-
Overview
- Distribution
- Three-Layer “Monolithic” Architecture
- Service Oriented Architecture
- Microservices
- Replication
- Elasticity, Automation and Load Balancing
- Scaling Techniques
- Synchronous and Asynchronous Communication
- Session State
- Caching
-
Distribution
- “An application is distributed when it is provided by multiple nodes each capable of handling a subset of the requests to the application”
- split the application into smaller services
- the smaller services provide different parts of the application
- the data is split into smaller parts
- possible to place each service at a different node
- better to add a distribution function to decide which request should be addressed where
- but may be set at deployment in configuration files
- spreads the load across multiple nodes
- does not directly address availability issues
- as the functionality is split up
- aids service reuse as it may be common across applications
Designing for Distribution
How should we split up the functionality of applications to achieve effective distribution?
- Industry has been through several architecture approach iterations:-
- Three-Layer “Monolithic”
- Service Oriented Architecture (SOA)
- Microservices
Today for cloud applications we are somewhat between SOA approaches and the adoption of microservices.
Three-Layer “Monolithic” Architecture
Web application - receives the HTTP request and returns the HTML response (or some associated technology).
Business logic - handles data validation, business rules and task-specific behaviour.
Data - a relational database executing SQL queries called from an API exposed to the business logic.
Classic way to architect such systems from 20 years ago.
Hardware infrastructure largely static (except web layer) i.e. mostly vertical scalability.
different layers on different servers
Complex software layers with long development cycles.
tightly coupled layers
A change to any application service, even a small one, requires its entire layer to be retested and redeployed with application outage as a result.
Dependence on statically-assigned resources and highly-available hardware makes applications susceptible to variations in load and hardware performance.
Intermediate caches to mitigate performance inefficiencies caused by separating compute and data but this adds cost and complexity.
Not generally scalable and only suitable in the cloud for simple applications.
Service Oriented Architecture
A revised approach (set of principles and patterns) to architect complex distributed systems from 10 years ago.
before the advent of the cloud but because this approach was prevalent when the cloud appeared it has been leveraged.
- Service Oriented Architecture = SOA
- originally for enterprise distributed systems but ideas applicable to the cloud
- SOA in the cloud a key area for NIST
- Break monolithic applications into coarse-grained, loosely coupled, reusable services, each exposing a contract as a well-defined interface.
- i.e. coarse grained but finer than previous monolithic layers
- in SOA using a contract to expose a discrete service located through an endpoint is called the edge component pattern
SOA in the Cloud
- A service is a function that is well-defined, self-contained and does not depend on the context or state of other services.

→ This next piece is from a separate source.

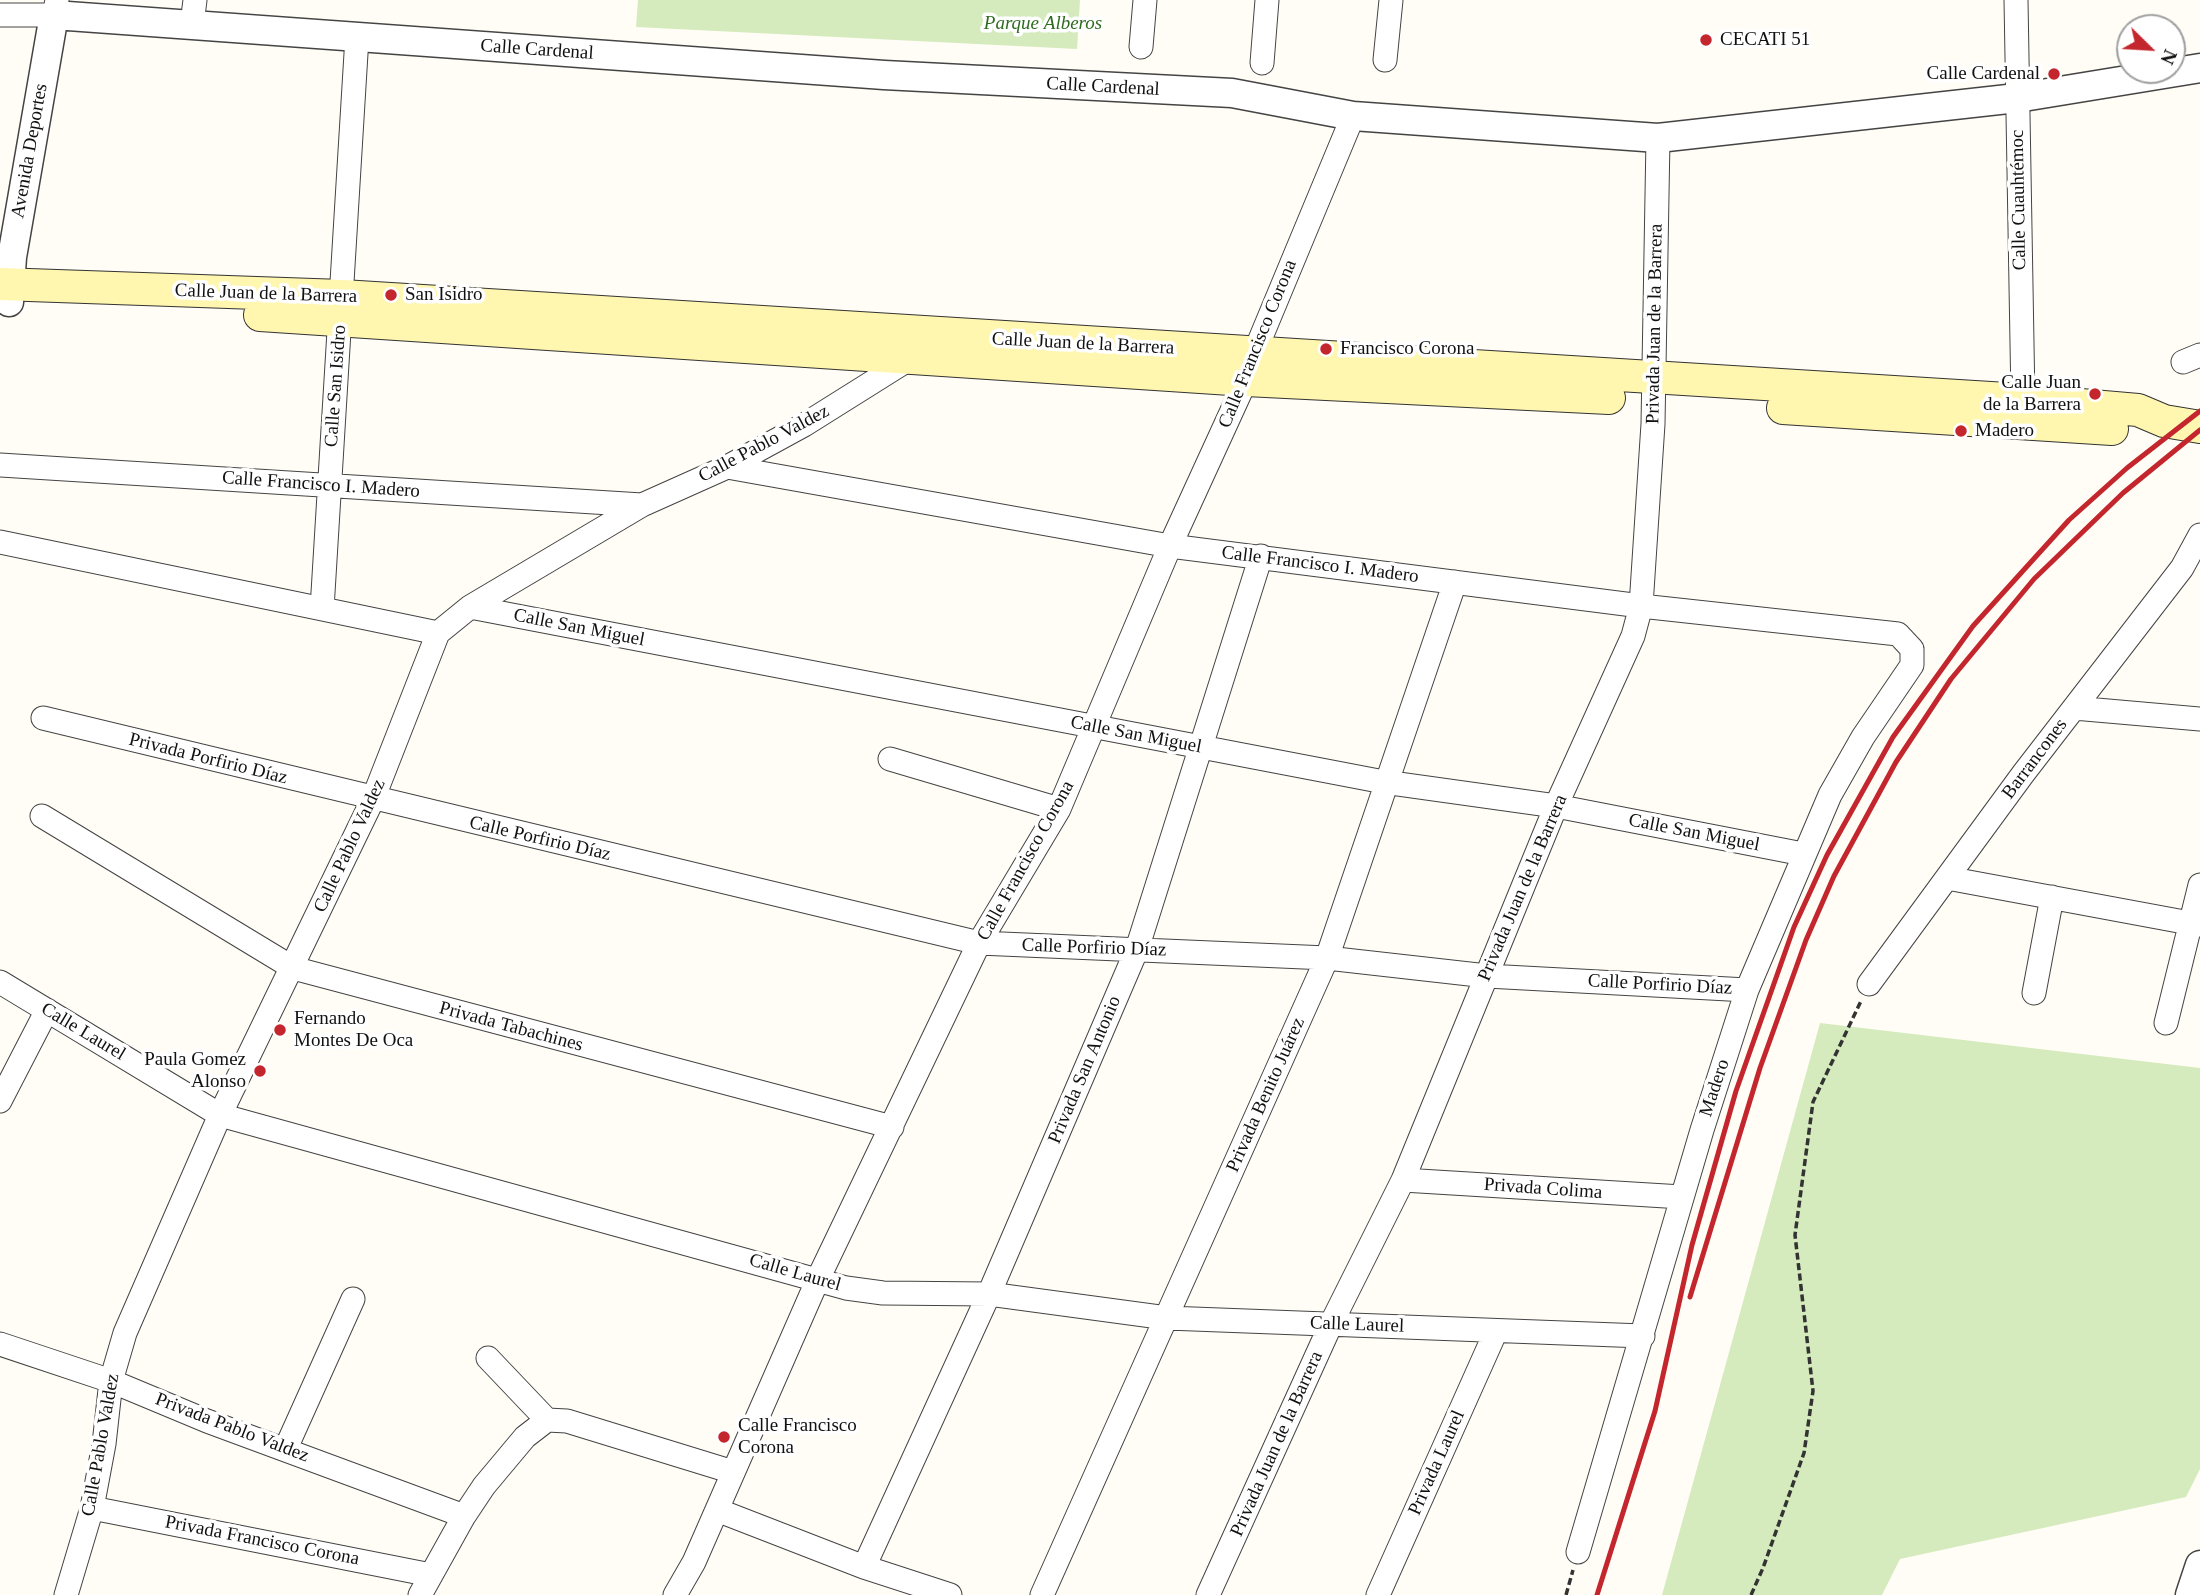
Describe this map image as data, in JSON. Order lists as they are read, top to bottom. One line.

- a bit like an object but at a much coarser granularity
- think of a service as a process which offers a well-defined interface to consumers
- Services should be wrapped in an infrastructure managing their lifecycle.
- e.g. Azure cloud services
- or a WCF service (see later lectures)
- in SOA this is called the service host pattern
- Separation of interface and implementation
- service interface is a formal contract and should change infrequently
- termed loosely coupled as its consumers are minimally impacted by changes to that service or its environment
- if interface needs to change, version it so customers isolated from changes
- implementation may change – that’s ok
- typically communicate by SOAP web services or queues
- queues are better in the cloud – asynchronous
- in SOA this is called the decoupled invocation pattern
- Policies
- updated at runtime and externalized from business logic
- security
- encryption, authentication, authorization
- auditing, service level agreements (SLAs)
- Platform independence
- technology agnostic
- can change infrastructure without affecting consumers
- Location transparency
- consumers do not know location of service
- can move service as platform reconfigured
- hide service instances behind load balancer
- better if located at run-time
- in SOA this is called the virtual endpoint pattern
Microservices
Microservices are independent components that work in concert to deliver the application’s overall functionality.
Each small enough to truly reflect independent concerns such that each implements a single function.
- Microservices is a current approach at the stage of being adopted by cloud applications architects. This has emerged in concert with:-
- DevOps culture (integrating software development and IT to achieve rapid building, testing and reliable releases)
- container technologies and their associated clustering and orchestration tooling
- Microservices are functionally smaller than SOA services but many of the principles remain.
- i.e. a single application is developed as a suite of small autonomous and independently deployable services, each running in its own process and communicating using lightweight mechanisms
- often use RESTful APIs to communicate and are loosely coupled
- in fact many people consider microservices just to be an evolution of SOA but “done right”!
Deployed in containers so fast and efficient deployment to VMs.
Small, independent services that are versioned, deployed, upgraded and easily scaled separately.
Rolling updates, where only a subset of the instances of a single microservice will update at any given time; can also be easily rolled back should problems occur.
Microservices - Application Platforms
- Some additional infrastructure needs to be added to containers (and Docker) to provide a microservices runtime environment:-
- packaging: definition of applications composed of multiple microservices
- service discovery (naming): a repository allowing microservices to find each other at runtime
- cluster management (orchestration): automatic deployment, update operations and scaling etc.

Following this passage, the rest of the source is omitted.